In 2015 the discovery of this site was reported by a German minesweeper to the Estonian Maritime Museum (Eesti Meremuuseum). A side-scan sonar survey was carried out by the museum’s research vessel MARE to visualise the wrecksite under the lead of Vello Mäss. Shortly thereafter, several artefacts were retrieved with a remotely operated underwater vehicle (ROV).
Based on the general dimensions, this wreck was temporarily associated with a bojer-type vessel.
The cargo contained several vessels and utensils, which are believed to be items of a pharmacist or medicus (barber-surgeon).
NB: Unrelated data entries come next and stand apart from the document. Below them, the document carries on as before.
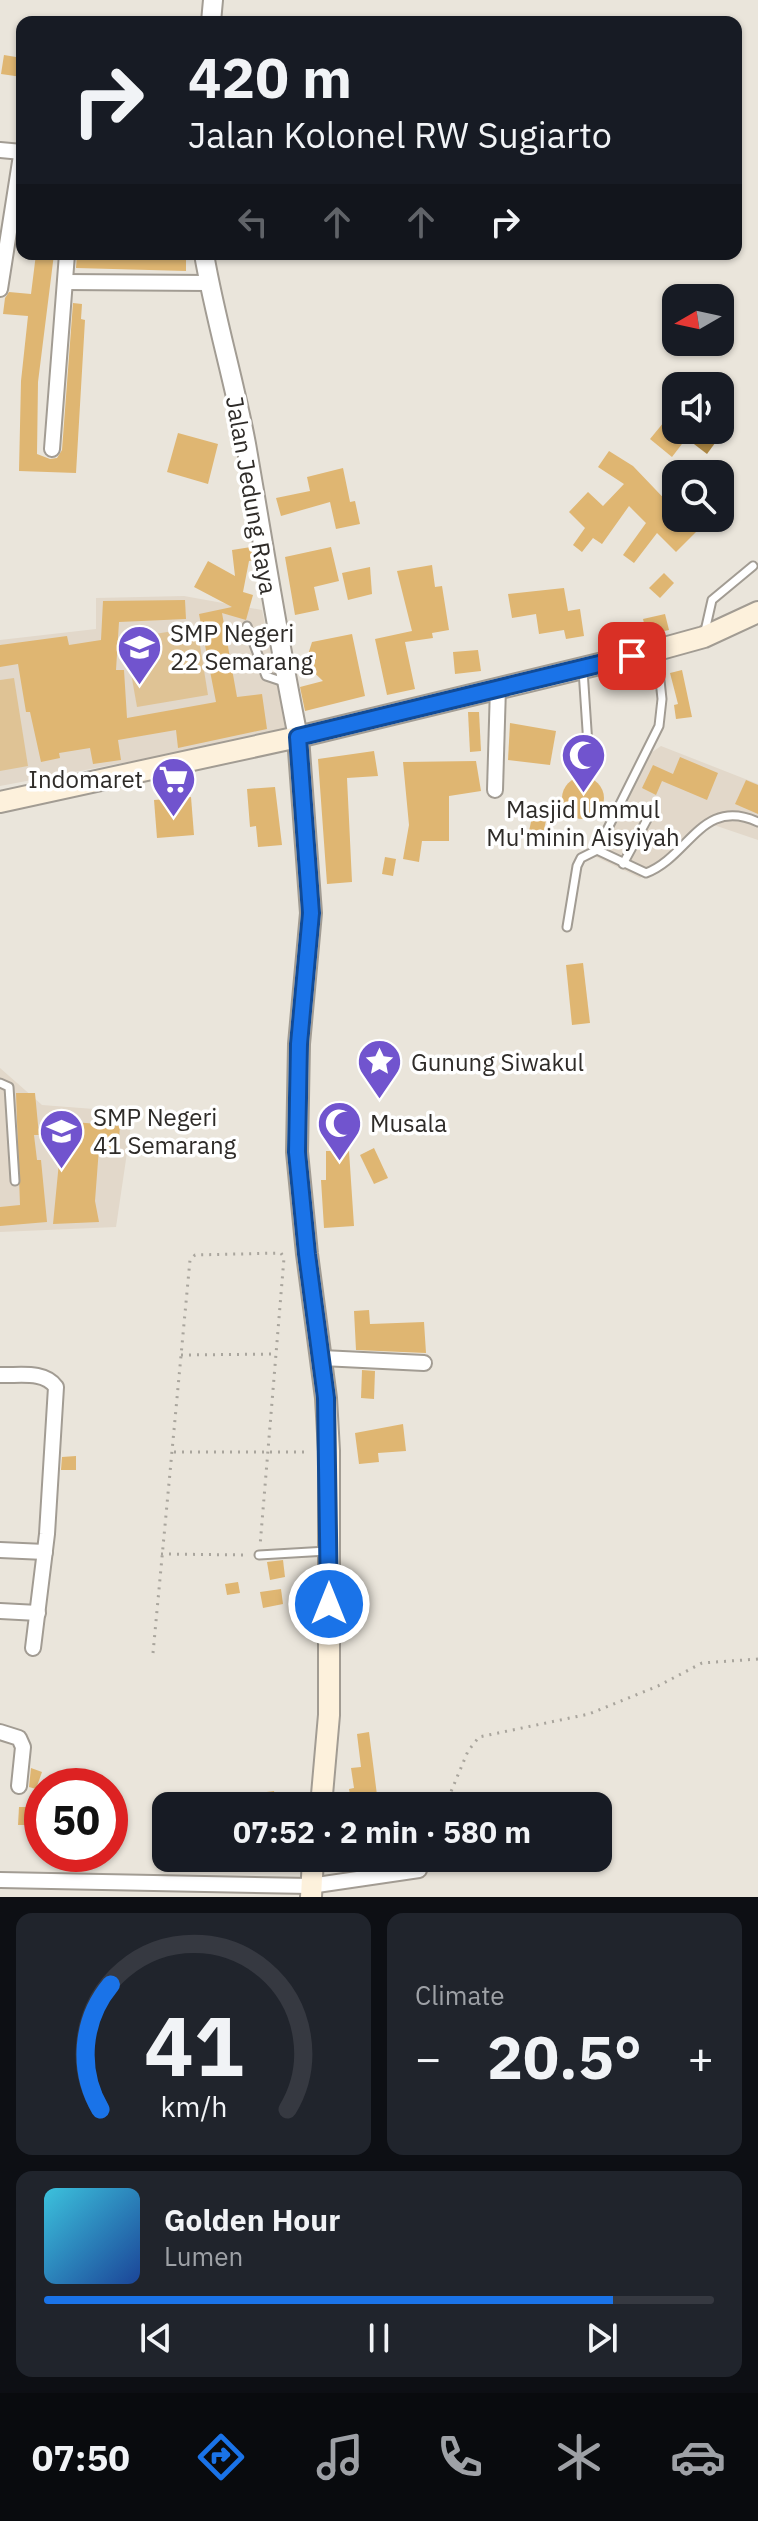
<!DOCTYPE html>
<meta charset="utf-8">
<style>
body{margin:0;font-family:"IBM Plex Sans",sans-serif;background:#20242c;color:#f1f3f6;height:100vh;display:flex;flex-direction:column;font-size:30px;white-space:nowrap}
*{box-sizing:border-box;margin:0}
p{font-size:26px;color:#9ea1a6}
.icon{flex:none;width:44px;height:44px;fill:none;stroke:currentColor;stroke-width:2;stroke-linecap:round;stroke-linejoin:round}
.map{position:relative;height:1897px;overflow:hidden}
.details{display:flex;flex-direction:column;gap:16px;padding:16px;background:#0d0f14;flex:1}
.details>*{flex:none}
.banner{position:absolute;left:16px;top:16px;width:726px;height:244px;border-radius:16px;box-shadow:0 2px 6px #0004;background:#171b24;color:#f1f3f6;overflow:hidden}
.needle{width:52px;rotate:261deg}
.tools{position:absolute;left:662px;top:284px;display:grid;gap:16px}
.tools a{display:grid;place-items:center;width:72px;height:72px;border-radius:16px;background:#171b24;box-shadow:0 2px 6px #0004;font-size:40px}
.speed{position:absolute;left:24px;top:1768px;display:flex;gap:16px;font-size:40px;font-weight:700;text-align:center}
.speed>*{display:grid;place-content:center;width:104px;height:104px;border-radius:50%;background:#171b24;box-shadow:0 2px 6px #0004;line-height:1}
.speed .limit{border:12px solid #d22;background:#fff;color:#111}
.pin{position:absolute;display:grid;place-items:center;width:68px;height:68px;color:#fff;margin:-34px;border-radius:16px;box-shadow:0 4px 12px #0006}
.me{position:absolute;width:88px;margin:-44px;rotate:0deg;stroke-linejoin:round;filter:drop-shadow(0 0 6px #0008)}
.turn{display:flex;align-items:center;gap:28px;height:168px;padding:0 40px;font-size:36px}
.turn .icon{width:104px;height:104px;stroke-width:2.5}
.turn b{display:block;font-size:56px;line-height:68px}
.lanes{display:flex;align-items:center;height:76px;padding:0 40px;background:#0003;justify-content:center;gap:40px;direction:ltr}
.lanes .off{opacity:.35}
.big{font-size:60px;font-weight:800;line-height:1.1}
.details .tile{flex:1;display:flex;flex-direction:column;justify-content:center;gap:12px;min-width:0;padding:0 28px;border-radius:16px;background:#20242c}
.details .dial{align-items:center;gap:0}
.dial svg{height:208px;overflow:visible;fill:none;stroke:#363941;stroke-width:7;stroke-linecap:round;text-anchor:middle}
.dial text{fill:#f1f3f6;stroke:none}
.song{display:flex;align-items:center;gap:24px}
.cover{width:96px;height:96px;border-radius:12px;background:linear-gradient(135deg,hsl(190 70% 55%),hsl(220 70% 35%))}
.played{height:8px;border-radius:4px;background:linear-gradient(90deg,#1a73e8 85%,#363941 85%)}
.keys{display:flex;justify-content:space-around;direction:ltr}
.heat{display:flex;justify-content:space-between;align-items:center;font-size:44px;direction:ltr}
.details .tiles{flex:1;display:grid;gap:16px;grid-template-columns:1fr 1fr}
.tile:last-child{grid-column:span 2}
.trip{position:absolute;left:152px;top:1792px;width:460px;height:80px;border-radius:16px;background:#171b24;box-shadow:0 2px 6px #0004;font-weight:800;line-height:80px;text-align:center}
.dock{display:flex;height:128px;justify-content:space-around;align-items:center;background:#090b0e;color:#9ea1a6}
.dock .icon{width:56px;height:56px}
.dock .selected{color:#1a73e8}
.dock b{font-size:36px;color:#f1f3f6}
.map>svg:first-child{display:block}
.built{fill:#e2d8ca}
.green{fill:#dfc395}
.water{fill:#ad8743}
.building{fill:#dfb672}
.lines{fill:none;stroke-linecap:round;stroke-linejoin:round}
.service-casing{stroke:#a29c93;stroke-width:11}
.minor-casing{stroke:#a29c93;stroke-width:18}
.tertiary-casing{stroke:#a29c93;stroke-width:22}
.secondary-casing{stroke:#a29c93;stroke-width:24}
.path{stroke:#a9a59d;stroke-width:3;stroke-dasharray:2 6;stroke-linecap:butt}
.service{stroke:#fff;stroke-width:7}
.minor{stroke:#fff;stroke-width:14}
.tertiary{stroke:#fff;stroke-width:18}
.secondary{stroke:#fdf1dc;stroke-width:20}
.route-casing{stroke:#114b97;stroke-width:20}
.route{stroke:#1a73e8;stroke-width:14}
.labels{text-anchor:middle;dominant-baseline:central;stroke-width:7;stroke-linejoin:round;paint-order:stroke}
.street-label{font-size:24px;fill:#2e2b28;stroke:#fff}
.poi-label{font-size:24px;fill:#2e2b28;stroke:#fff;text-anchor:start}
</style>
<div class="map">
<svg width="758" height="1897" viewBox="0 0 758 1897">
<rect width="100%" height="100%" fill="#eae5db"/>
<g class="built">
<path d="M184 596 262 610 287 732 0 786V640L96 629V598Z"/>
<path d="M661 746 758 784V840L705 822 640 878 592 855 642 759Z"/>
<path d="M0 1068 42 1105 133 1112 116 1227 0 1232Z"/>
</g>
<g class="green">
<path d="M197 627 208 695 137 707 125 639Z"/>
<path d="M14 678 28 766 0 771V680Z"/>
</g>
<path class="water" d="M699 430H706L718 439 707 454 690 441Z"/>
<g class="building">
<path d="M4 55 22 58V77L1 74Z"/>
<path d="M36 254H54L38 382 37 454 50 459 57 458 62 450 73 303 82 304 81 319 85 320 76 473 19 471 21 381 28 316 3 314 5 298 9 292 31 294Z"/>
<path d="M77 254H186V271L76 268Z"/>
<path d="M664 422 685 440 672 457 650 439Z"/>
<path d="M178 433 218 444 208 484 167 472Z"/>
<path d="M609 451 633 466 676 511V518H684L697 531 676 552 657 533 634 563 623 555 646 523 629 506 602 544 593 538 582 552 573 545 585 528 569 512 588 492 603 506 624 484 598 467Z"/>
<path d="M343 468 350 502 355 501 360 524 336 529 330 502 281 516 276 498 310 491 307 477Z"/>
<path d="M251 547 254 560 249 561 243 592 253 595 246 620 222 613 237 697 262 694 267 729 178 748 176 730 118 740 121 760 93 764 90 748 59 753 60 758 41 762 30 712H26L18 664 0 667V645L67 636 69 645 101 640 103 601 185 600 186 619 119 622 116 670H124L127 718 216 702 199 614 232 607 194 587 208 561 235 576 232 550Z"/>
<path d="M331 547 339 581 314 587 319 610 295 615 285 557Z"/>
<path d="M432 565 435 587 442 586 449 630 432 633 433 638 405 642 415 689 387 695 375 639 412 631 397 571Z"/>
<path d="M370 567 372 594 348 600 342 573Z"/>
<path d="M664 573 674 583 660 598 649 588Z"/>
<path d="M564 588 568 611 580 609 584 636 566 639 564 630 539 634 536 614 512 618 508 594Z"/>
<path d="M665 614 669 630 647 635 643 619Z"/>
<path d="M352 634 365 696 305 711 300 687 323 681 305 664 312 642Z"/>
<path d="M478 650 481 671 455 674 453 652Z"/>
<path d="M682 670 692 717 676 719 674 705 678 704 670 673Z"/>
<path d="M468 712H479L481 751 470 752Z"/>
<path d="M510 723 556 731 550 765 508 760Z"/>
<path d="M374 751 378 776 347 778 352 882 327 884 318 759Z"/>
<path d="M680 757 718 773 707 800 662 781 656 795 642 788 653 765 673 774Z"/>
<path d="M476 761 481 791 449 796V841H422L419 862 403 859 409 825 403 762Z"/>
<circle cx="583" cy="798" r="21"/>
<path d="M746 780 758 785V814L735 804Z"/>
<path d="M275 787 282 845 258 847 256 826 250 827 247 789Z"/>
<path d="M191 797 194 835 157 838 154 800Z"/>
<path d="M533 813 547 816 541 843 527 840Z"/>
<path d="M385 857 396 859 393 876 382 874Z"/>
<path d="M583 963 590 1023 572 1025 566 965Z"/>
<path d="M16 1093H35L39 1135H34L37 1160H41L47 1222 0 1226V1207L20 1205Z"/>
<path d="M63 1121 120 1126 118 1150 99 1148 95 1201 99 1222 53 1224Z"/>
<path d="M374 1148 388 1178 374 1184 360 1155Z"/>
<path d="M326 1151H349L354 1226 324 1228 321 1180H326Z"/>
<path d="M369 1310 370 1324 424 1322 426 1353 356 1350 354 1311Z"/>
<path d="M362 1370 375 1371 374 1399 361 1398Z"/>
<path d="M403 1424 406 1451 378 1453 379 1462 359 1464 355 1433Z"/>
<path d="M76 1456V1470H61L62 1457Z"/>
<path d="M283 1560 285 1577 270 1580 267 1562Z"/>
<path d="M238 1582 240 1593 227 1595 225 1584Z"/>
<path d="M281 1589 283 1604 263 1608 260 1592Z"/>
<path d="M369 1732 377 1795 351 1800 349 1789 354 1788 351 1768 361 1767 357 1734Z"/>
<path d="M31 1768 42 1772 36 1789 29 1787Z"/>
<path d="M274 1791 275 1797 298 1794 300 1806H254L252 1794Z"/>
<path d="M19 1807H34L33 1825H18Z"/>
</g>
<g class="lines">
<defs>
<g id="service">
<path d="M247 626 266 676 284 682"/>
<path d="M705 631 712 600 753 566"/>
<path d="M583 670 588 745"/>
<path d="M597 850 646 873C689 857 702 796 758 822"/>
<path d="M623 864 650 814"/>
<path d="M567 927 577 866 581 858 597 850 659 726 662 699 657 652"/>
<path d="M0 1083 9 1087 15 1181"/>
<path d="M259 1555 327 1551"/>
</g>
<g id="minor">
<path d="M0 150 22 152"/>
<path d="M65 282 208 283"/>
<path d="M0 289 22 149"/>
<path d="M52 449 67 254"/>
<path d="M495 790 498 687"/>
<path d="M322 1358 424 1363"/>
<path d="M0 1375C18 1376 44 1370 56 1387L47 1534 33 1648"/>
<path d="M0 1550 45 1552"/>
<path d="M0 1611 38 1613"/>
<path d="M0 1732 19 1738 23 1747 19 1786"/>
<path d="M0 1880 310 1886 419 1870"/>
</g>
<g id="tertiary">
<path d="M211 22 213 0"/>
<path d="M204 254C215 318 234 380 246 444 263 542 278 639 298 737"/>
</g>
<g id="secondary">
<path d="M298 737 311 913 299 1044 297 1152 307 1254 326 1398 329 1451V1715L321 1806"/>
<path d="M0 802 298 737 657 650 704 637 758 612"/>
<path d="M311 1897 313 1858"/>
</g>
</defs>
<use href="#service" class="service-casing"/>
<use href="#minor" class="minor-casing"/>
<use href="#tertiary" class="tertiary-casing"/>
<use href="#secondary" class="secondary-casing"/>
<g class="path">
<path d="M181 1355 277 1354"/>
<path d="M174 1452H306"/>
<path d="M161 1554 249 1555"/>
<path d="M153 1653 190 1260 195 1255 281 1253 284 1258 260 1546"/>
<path d="M445 1806 468 1751 479 1737 589 1714 658 1686 702 1663 758 1659"/>
</g>
<use href="#service" class="service"/>
<use href="#minor" class="minor"/>
<use href="#tertiary" class="tertiary"/>
<use href="#secondary" class="secondary"/>
</g>
<g class="lines">
<defs>
<path id="route" d="M329 1604 326 1398 307 1254 297 1152 299 1044 311 913 298 737 632 656"/>
</defs>
<use href="#route" class="route-casing"/>
<use href="#route" class="route"/>
</g>
<defs>
<symbol id="school-pin" viewBox="-11 -11 22 30"><path d="M0 17L-7.5 6A9.5 9.5 0 1 1 7.5 6Z" fill="#7154ce" stroke="#fff"/><path d="M0-5L7-2L0 1L-7-2ZM-4 1L0 2.5L4 1V4Q0 6-4 4Z" fill="#fff"/></symbol>
<symbol id="mosque-pin" viewBox="-11 -11 22 30"><path d="M0 17L-7.5 6A9.5 9.5 0 1 1 7.5 6Z" fill="#7154ce" stroke="#fff"/><path d="M3.5-4.9A6 6 0 1 0 3.5 4.9A5 5 0 1 1 3.5-4.9Z" fill="#fff"/></symbol>
<symbol id="supermarket-pin" viewBox="-11 -11 22 30"><path d="M0 17L-7.5 6A9.5 9.5 0 1 1 7.5 6Z" fill="#7154ce" stroke="#fff"/><path d="M-6-5.5h2.5l.6 2H6L4.5 2H-2.5L-4.4-4H-6ZM-1.5 3.2a1.3 1.3 0 1 0 .1 0ZM3 3.2a1.3 1.3 0 1 0 .1 0Z" fill="#fff"/></symbol>
<symbol id="sight-pin" viewBox="-11 -11 22 30"><path d="M0 17L-7.5 6A9.5 9.5 0 1 1 7.5 6Z" fill="#7154ce" stroke="#fff"/><path d="M0-6L1.8-2.2L6-1.7L2.9 1.2L3.7 5.4L0 3.3L-3.7 5.4L-2.9 1.2L-6-1.7L-1.8-2.2Z" fill="#fff"/></symbol>
</defs>
<g fill-rule="evenodd">
<use href="#school-pin" x="114" y="622" width="51" height="69"/>
<use href="#mosque-pin" x="558" y="730" width="51" height="69"/>
<use href="#supermarket-pin" x="148" y="754" width="51" height="69"/>
<use href="#sight-pin" x="354" y="1036" width="51" height="69"/>
<use href="#mosque-pin" x="314" y="1098" width="51" height="69"/>
<use href="#school-pin" x="36" y="1106" width="51" height="69"/>
</g>
<g class="labels">
<g class="street-label">
<text transform="translate(252 495) rotate(80)">Jalan Jedung Raya</text>
</g>
<g class="poi-label">
<text x="170" y="633">SMP Negeri<tspan x="170" dy="28">22 Semarang</tspan></text>
<text x="143" y="779" text-anchor="end">Indomaret</text>
<text x="583" y="809" text-anchor="middle">Masjid Ummul<tspan x="583" dy="28">Mu'minin Aisyiyah</tspan></text>
<text x="411" y="1062">Gunung Siwakul</text>
<text x="93" y="1117">SMP Negeri<tspan x="93" dy="28">41 Semarang</tspan></text>
<text x="370" y="1123">Musala</text>
</g>
</g>
</svg>
<div class="tools">
<a><svg class="needle" viewBox="-14 -14 28 28"><path d="M0-13l5 13h-10z" fill="#e53935"/><path d="M0 13l5-13h-10z" fill="#9ea1a6"/></svg></a>
<a><svg class="icon" aria-label="sound" viewBox="0 0 24 24"><path d="M4 9h4l5-4v14l-5-4H4zM17 9q2 3 0 6"/></svg></a>
<a><svg class="icon" aria-label="search" viewBox="0 0 24 24"><circle cx="10" cy="10" r="6"/><path d="M15 15l6 6"/></svg></a>
</div>
<div class="speed"><div class="limit">50</div></div>
<div class="pin" style="left:632px;top:656px;background:#d93025"><svg class="icon" aria-label="arrive" viewBox="0 0 24 24"><path d="M6 21V4h12l-3 4 3 4H6"/></svg></div>
<svg class="me" style="left:329px;top:1604px" viewBox="-20 -20 40 40"><circle r="17" fill="#1a73e8" stroke="#fff" stroke-width="3"/><path d="M0-11L8 9 0 5-8 9z" fill="#fff"/></svg>
<div class="trip">07:52 · 2 min · 580 m</div>
<div class="banner">
<div class="turn"><svg class="icon" aria-label="right" viewBox="0 0 24 24"><path d="M7 20v-9h11M14 6l5 5-5 5"/></svg><div><b>420 m</b>Jalan Kolonel RW Sugiarto</div></div>
<div class="lanes"><svg class="icon off" aria-label="left" viewBox="0 0 24 24"><path d="M17 20v-9H6M10 6l-5 5 5 5"/></svg><svg class="icon off" aria-label="ahead" viewBox="0 0 24 24"><path d="M12 20V5M6 11l6-6 6 6"/></svg><svg class="icon off" aria-label="ahead" viewBox="0 0 24 24"><path d="M12 20V5M6 11l6-6 6 6"/></svg><svg class="icon" aria-label="right" viewBox="0 0 24 24"><path d="M7 20v-9h11M14 6l5 5-5 5"/></svg></div>
</div>
</div>
<section class="details">
<div class="tiles">
<div class="tile dial"><svg viewBox="0 0 100 80">
<path d="M14 69A42 42 0 1 1 86 69"/>
<path d="M14 69A42 42 0 0 1 18 21" stroke="#1a73e8"/>
<text x="50" y="56" font-size="32" font-weight="700">41</text>
<text x="50" y="72" font-size="11">km/h</text>
</svg></div>
<div class="tile"><p>Climate</p>
<div class="heat"><a>−</a><b class="big">20.5°</b><a>+</a></div>
</div>
<div class="tile">
<div class="song"><i class="cover"></i><div><b>Golden Hour</b><p>Lumen</p></div></div>
<div class="played"></div>
<div class="keys"><svg class="icon" aria-label="previous" viewBox="0 0 24 24"><path d="M18 5L8 12l10 7zM5 5v14"/></svg><svg class="icon" aria-label="pause" viewBox="0 0 24 24"><path d="M8 5v14M16 5v14"/></svg><svg class="icon" aria-label="next" viewBox="0 0 24 24"><path d="M6 5l10 7-10 7zM19 5v14"/></svg></div>
</div>
</div>
</section>
<nav class="dock">
<b>07:50</b>
<svg class="icon selected" aria-label="directions" viewBox="0 0 24 24"><path d="M12 3l9 9-9 9-9-9zM9 14v-3h6M13 9l2 2-2 2"/></svg>
<svg class="icon" aria-label="music" viewBox="0 0 24 24"><path d="M9 18V5l10-2v13"/><circle cx="6" cy="18" r="3"/><circle cx="16" cy="16" r="3"/></svg>
<svg class="icon" aria-label="phone" viewBox="0 0 24 24"><path d="M5 4h4l2 5-3 2q2 4 5 5l2-3 5 2v4C11 20 4 13 5 4z"/></svg>
<svg class="icon" aria-label="climate" viewBox="0 0 24 24"><path d="M12 3v18M4 7l16 10M4 17L20 7"/></svg>
<svg class="icon" aria-label="car" viewBox="0 0 24 24"><path d="M5 17H2v-5l4-1 3-4h7l3 4 3 1v5h-3M9 17h6M6 11h13"/><circle cx="7" cy="17" r="2"/><circle cx="17" cy="17" r="2"/></svg>
</nav>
Only casual observations could be made of the hull itself, indicating that this was a carvel-built vessel. It carried ballast stones and wooden boxes, which contain ceramic artefacts. Individual timbers and details in ship-construction were difficult to assess due to the general decay and deterioration.
The wreck remains itself were not dated, but a German tankard produced in Siegburg could be confidently dated into the 1570’s. The pottery assemblage – partly intact – included also glazed redware tripods and other bowl-shaped ware from the southern Baltic Sea. Of particular interest are the pharmaceutical artefacts, e.g. albarellis, a syringe, ointment jars and glass ware, offering a rare glimpse into late medieval healing practices.
A perplexing find was a homogenous group of globular vessels with five bungholes each, for which the specialists have not found any direct comparative evidence. These are tentatively associated with chemist-bottles to saturate liquids with gases or used for vacuum distillation. Another hypothesis was the use as a weapon, in which these vessels were filled with incendiary substances.
The wrecksite is still in situ and has disintegrated into three parts.
- Mäss, V., Russow, E. (2015).
A delivery for a pharmacy? Exceptional collection of Early Modern Age finds from the sea bed of the Tallinn Bay.
Archaeological Fieldwork in Estonia 2015, 211–224.